Author:
Bhattacharya Tanmoyee,Khare Deepak,Arora Manohar
Abstract
AbstractIt is a great challenge to obtain reliable gridded meteorological data in some data-scarce and complex territories like the Himalaya region. Less dense observed raingauge data are unable to represent rainfall variability in the Beas river basin of North-Western Himalaya. In this study four reanalyses (MERRA, ERA-Interim, JRA-55 and CFSR) and one global meteorological forcing data WFDEI have been used to evaluate the potential of the products to represent orographic rainfall pattern of Beas river basin using hydrology model. The modeled climate data have compared with observed climate data for a long term basis. A comparison of various rainfall and temperature products helps to determine uniformity and disparity between various estimates. Results show that all temperature data have a good agreement with gridded observed data.
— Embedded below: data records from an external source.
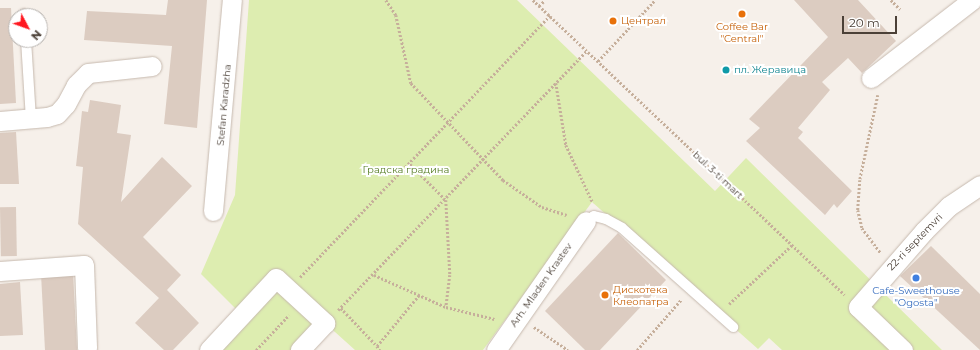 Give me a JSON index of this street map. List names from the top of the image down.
{
  "streets": {
    "street": ["Stefan Karadzha", "22-ri septemvri", "Arh. Mladen Krastev"],
    "path": ["bul. 3-ti mart"]
  },
  "crossings": [
    ["bul. 3-ti mart", "22-ri septemvri"]
  ],
  "parks": ["Градска градина"],
  "places": [
    "Coffee Bar \"Central\"",
    "Централ",
    "пл. Жеравица",
    "Cafe-Sweethouse \"Ogosta\"",
    "Дискотека Клеопатра"
  ],
  "scale_bar": "20 m",
  "north": "bottom right"
} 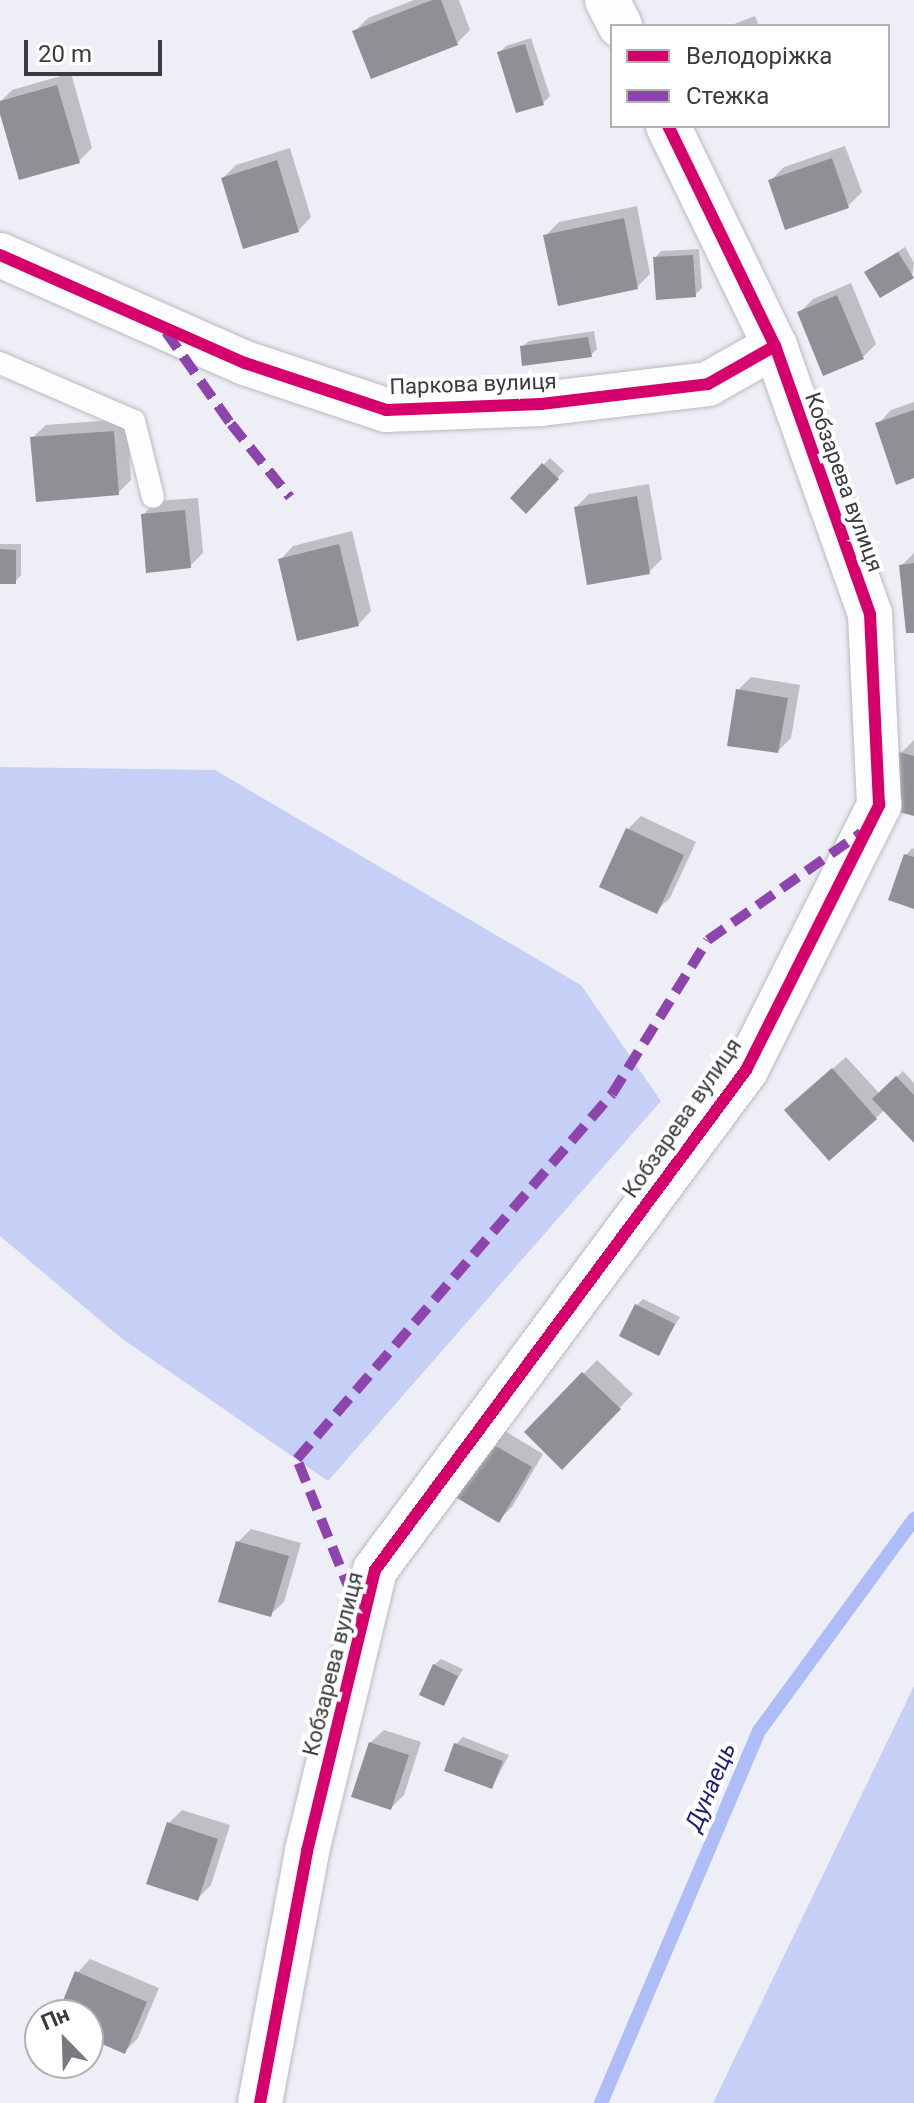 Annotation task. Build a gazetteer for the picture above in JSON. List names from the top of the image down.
{
  "streets": {
    "street": ["Паркова вулиця", "Кобзарева вулиця"]
  },
  "crossings": [
    ["Паркова вулиця", "Кобзарева вулиця"]
  ],
  "water": ["Дунаець"],
  "legend": ["Велодоріжка", "Стежка"],
  "scale_bar": "20 m",
  "north": "top left"
} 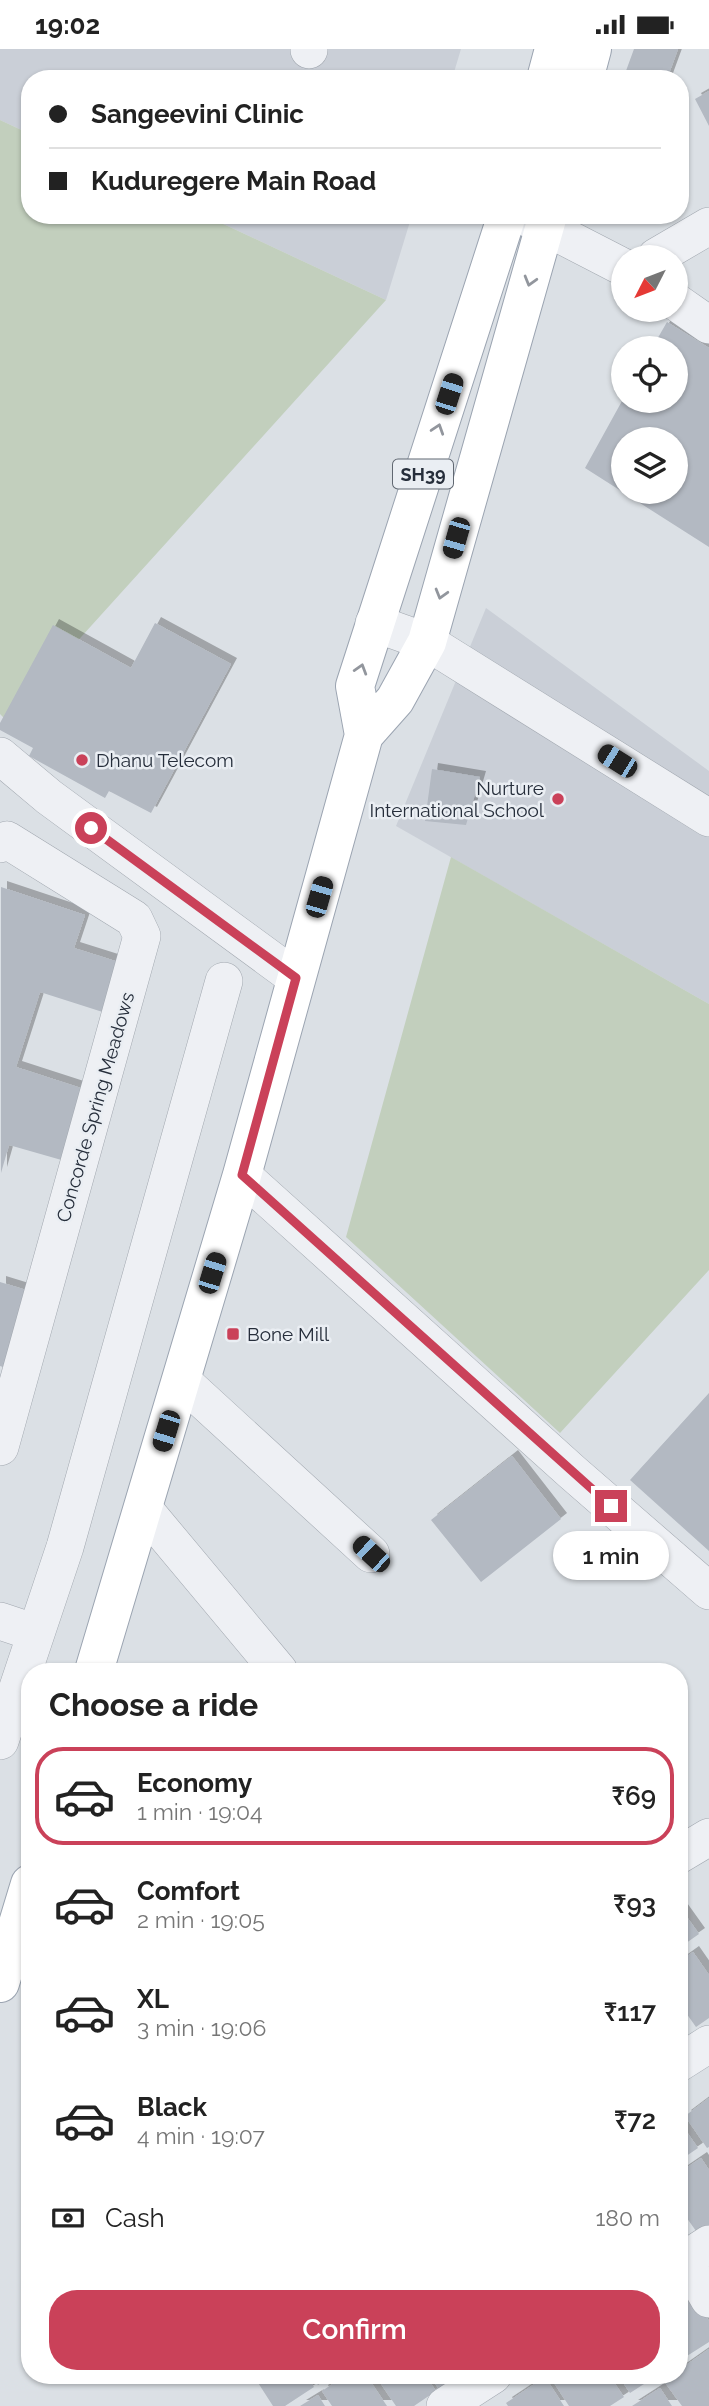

ERA-Interim temperature data is better in terms of bias, RMSE (Root Mean Square Error), and correlation compared to other data. On the other hand, MERRA, ERA-Interim and JRA-55 models have overestimated rainfall values, but CFSR and WFDEI models have underestimated rainfall values to the measured values. Variable Infiltration Capacity (VIC), a macroscale distributed hydrology model has been successfully applied to indirectly estimate the performance of five gridded meteorological data to represent Beas river basin rainfall pattern. The simulation result of the VIC hydrology model forced by these data reveals that the discharge of ERA-Interim has a good agreement with observed streamflow. In contrast there is an overestimated streamflow observed for MERRA reanalysis estimate. JRA-55, WFDEI, and CFSR data underestimate the streamflow. The reanalysis products are also poor in capturing the seasonal hydrograph pattern. The ERA-Interim product better represents orographic rainfall for the Beas river basin. The reason may be the ERA-Interim uses a four-dimensional variational analysis model during assimilation. The major drawback of MERRA is the non-inclusion of observed precipitation data during assimilation and modeling error. The poor performance of JRA-55, CFSR and WFDEI is due to the gauge rainfall data assimilation error. This research finding will help for broader research on hydrology and meteorology of the Himalayan region.
Publisher
Springer Science and Business Media LLC
Cited by
23 articles.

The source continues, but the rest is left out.